Однажды под вечер он наконец решил уйти. Собирался в дорогу деловито: завязал в узел пару рубах, что получше, запихнул в калиту найденные хозяйские богатства — десяток гривен, пару перстеньков, ожерелье и витые обручья, — прихватил зачерствевший хлеб и сложил в чистую холстину несколько шматов копченого сала. Ранним утром, напялив новую хозяйскую свиту и еще крепкие сапоги, он вывел на двор коня. Водрузив на него свою поклажу, сам взгромоздился в седло и обернулся, посмотрел на избу, оглядел двор, заметил, что не закрыл ворота хлева, сплюнул зло и стеганул коня.
Без сожаления Кузька расстался со ставшим ему враждебным домом, где он впервые совершил самый страшный грех, отняв жизнь у людей, виновных лишь в том, что они пожалели бездомного. Он отъехал уже далеко, когда прожорливый огонь вырвался на крышу, добрался до хлева и перекинулся на дворовые постройки, уничтожая созданный людьми мир и скрывая следы преступления.
Сколько времени прошло с тех пор, сколько воды утекло, наверняка уж и место, где когда‑то отбушевал пожар, давно поросло травой, но почему‑то обо всем там случившемся Кузька вспомнил теперь, спустя много лет. Мысли о совершенном, как он их ни гнал от себя, все не покидали его. Вот и сейчас, под охраной двигаясь через толпу, он то и дело видел и знакомый страх на бабьих лицах, и знакомые удивленные детские глаза.
10. Ближний круг
Какой‑то ловкач все‑таки исхитрился, и жесткий снежный ком угодил в Кузькин затылок. В толпе захохотали, заулюлюкали. Князь обернулся, сквозь сыпавший снег увидел растерянное лицо и, поняв, что произошло, улыбнулся.
Улочка стала совсем тесной, народу прибавлялось, и Михаил Ярославич уже не различал лиц, люди сливались в какую‑то пеструю массу. За снежной пеленой уже виднелись торговые ряды, когда князь увидел, что навстречу по дороге бежит, спотыкаясь, Федор, сын посадника.

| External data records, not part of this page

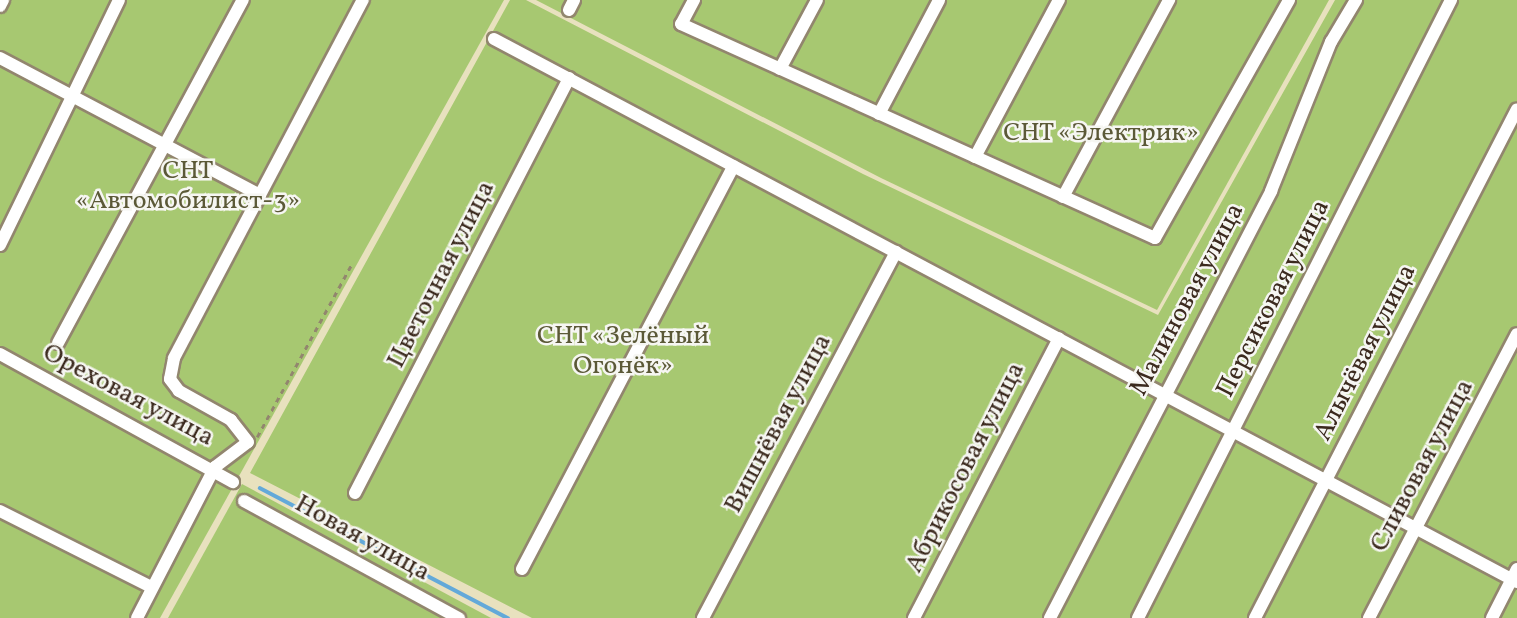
<!DOCTYPE html>
<meta charset="utf-8">
<style>
body{margin:0}
#map{position:relative;width:1517px;height:618px;overflow:hidden;background:#e8e1be;font-family:Vollkorn,serif}
div>[style]{position:absolute}
[style*='--x']{left:calc(var(--x)*1px);top:calc(var(--y)*1px);width:calc(var(--w)*1px);rotate:calc(var(--a)*1deg)}
.green>*{inset:0;background:#a7c871}
.stream>*{height:3.5px;margin:-1.75px;padding:0 1.75px;transform-origin:1.75px;border-radius:1.75px;background:#63a9d9}
.path>*{height:2.5px;margin-top:-1.25px;transform-origin:0;background:repeating-linear-gradient(90deg,#92866e 0 5px,transparent 0 10px)}
.roads{filter:drop-shadow(2px 0 #92866e) drop-shadow(-2px 0 #92866e) drop-shadow(0 2px #92866e) drop-shadow(0 -2px #92866e)}
.minor>*{height:12px;margin:-6px;padding:0 6px;transform-origin:6px;border-radius:6px;background:#fff}
span{translate:-50% -50%;white-space:nowrap;text-align:center;line-height:1.15;-webkit-text-stroke:5px #f6f6f2;paint-order:stroke}
.park-label{font-size:26px;color:#5b5937}
.street-label{font-size:26px;color:#3b2a1e}
</style>
<div id="map">
<div class="green">
<i style="clip-path:polygon(0 0,504px 0,160px 618px,0 618px)"></i>
<i style="clip-path:polygon(510px 0,526px 0,863px 174px,1158px 315px,1335px 0,1517px 0,1517px 618px,532px 618px,250px 473px)"></i>
<i style="clip-path:polygon(536px 0,1329px 0,1157px 310px,881px 178px)"></i>
<i style="clip-path:polygon(242px 484px,491px 618px,168px 618px)"></i>
</div>
<div class="stream">
<i style="--x:260;--y:488;--w:280;--a:27.7"></i>
</div>
<div class="path">
<i style="--x:257;--y:437;--w:196;--a:-61.3"></i>
</div>
<div class="roads">
<div class="minor">
<i style="--x:694;--y:0;--w:27;--a:118"></i>
<i style="--x:681;--y:24;--w:520;--a:24.3"></i>
<i style="--x:1155;--y:238;--w:273;--a:-60.6"></i>
<i style="--x:0;--y:6;--w:7;--a:-63"></i>
<i style="--x:569;--y:10;--w:11;--a:-63"></i>
<i style="--x:494;--y:39;--w:1158;--a:27.96"></i>
<i style="--x:0;--y:58;--w:294;--a:27.8"></i>
<i style="--x:780;--y:69;--w:78;--a:-61.8"></i>
<i style="--x:879;--y:114;--w:129;--a:-62.2"></i>
<i style="--x:975;--y:157;--w:178;--a:-61.9"></i>
<i style="--x:1063;--y:197;--w:224;--a:-61.7"></i>
<i style="--x:0;--y:245;--w:272;--a:-64.1"></i>
<i style="--x:58;--y:343;--w:390;--a:-61.7"></i>
<i style="--x:0;--y:354;--w:266;--a:28.8"></i>
<i style="--x:355;--y:493;--w:467;--a:-62.7"></i>
<i style="--x:244;--y:501;--w:245;--a:28.6"></i>
<i style="--x:0;--y:511;--w:169;--a:26.7"></i>
<i style="--x:522;--y:569;--w:455;--a:-62.3"></i>
<i style="--x:137;--y:618;--w:170;--a:-62.7"></i>
<i style="--x:215;--y:467;--w:41;--a:-37.1"></i>
<i style="--x:248;--y:442;--w:28;--a:-128"></i>
<i style="--x:231;--y:420;--w:60;--a:-150.9"></i>
<i style="--x:179;--y:391;--w:15;--a:-127"></i>
<i style="--x:170;--y:379;--w:21;--a:-79"></i>
<i style="--x:174;--y:358;--w:405;--a:-62.2"></i>
<i style="--x:703;--y:618;--w:414;--a:-62.2"></i>
<i style="--x:914;--y:618;--w:315;--a:-62.6"></i>
<i style="--x:1050;--y:618;--w:481;--a:-62.6"></i>
<i style="--x:1271;--y:191;--w:161;--a:-68.1"></i>
<i style="--x:1331;--y:42;--w:49;--a:-59.2"></i>
<i style="--x:1138;--y:618;--w:693;--a:-63.14"></i>
<i style="--x:1255;--y:618;--w:572;--a:-62.76"></i>
<i style="--x:1369;--y:618;--w:320;--a:-62.5"></i>
<i style="--x:1492;--y:618;--w:55;--a:-63"></i>
</div>
</div>
<div class="park-label">
<span style="left:1101px;top:134px">СНТ «Электрик»</span>
<span style="left:188px;top:187px">СНТ<br>«Автомобилист-3»</span>
<span style="left:623px;top:352px">СНТ «Зелёный<br>Огонёк»</span>
</div>
<div class="street-label">
<span style="left:442px;top:275px;rotate:-63deg">Цветочная улица</span>
<span style="left:1274px;top:299px;rotate:-63deg">Персиковая улица</span>
<span style="left:1188px;top:300px;rotate:-62deg">Малиновая улица</span>
<span style="left:1366px;top:353px;rotate:-63deg">Алычёвая улица</span>
<span style="left:128px;top:396px;rotate:28deg">Ореховая улица</span>
<span style="left:779px;top:424px;rotate:-62deg">Вишнёвая улица</span>
<span style="left:1423px;top:466px;rotate:-62deg">Сливовая улица</span>
<span style="left:966px;top:468px;rotate:-63deg">Абрикосовая улица</span>
<span style="left:362px;top:539px;rotate:29deg">Новая улица</span>
</div>
</div>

— Жив, жив твой отец, ранен только, — поспешил успокоить Михаил Ярославич мальчика, как только тот поравнялся с князем. — Беги к нему. Он с обозом. В первых санях. Да не горюй, обошлось все. Поправится скоро, — добавил он, увидев в глазах Федора горе и смятение.
— Ишь, молва как быстро долетела, — удивленно заметил Василько, посмотрев вслед мальчику, который, расталкивая зевак, спешил к отцу, и горько вздохнул.
— Всегда так было. Чему тут удивляться? А уж плохие вести всегда быстрее хороших долетают, — проговорил князь и, взглянув на сотника, сказал мягче: — Удивляться надо тому, что посадник жив остался, ведь он, почитай, совсем без доспехов был.
— Это верно. Точно Бог уберег, — согласился сотник.
— Я тебе вот что скажу, — глядя в глаза собеседнику, заговорил князь, — ты, Василько, пока посадник на ноги не встанет, пригляди‑ка за ним и за его семейством. Мне‑то, сам понимаешь, недосуг. Конечно, и я его навещу раз–другой, но за делами время трудновато бывает найти. А уж ты не взыщи, слова мои хочешь как совет воспринимай, хочешь — как приказ.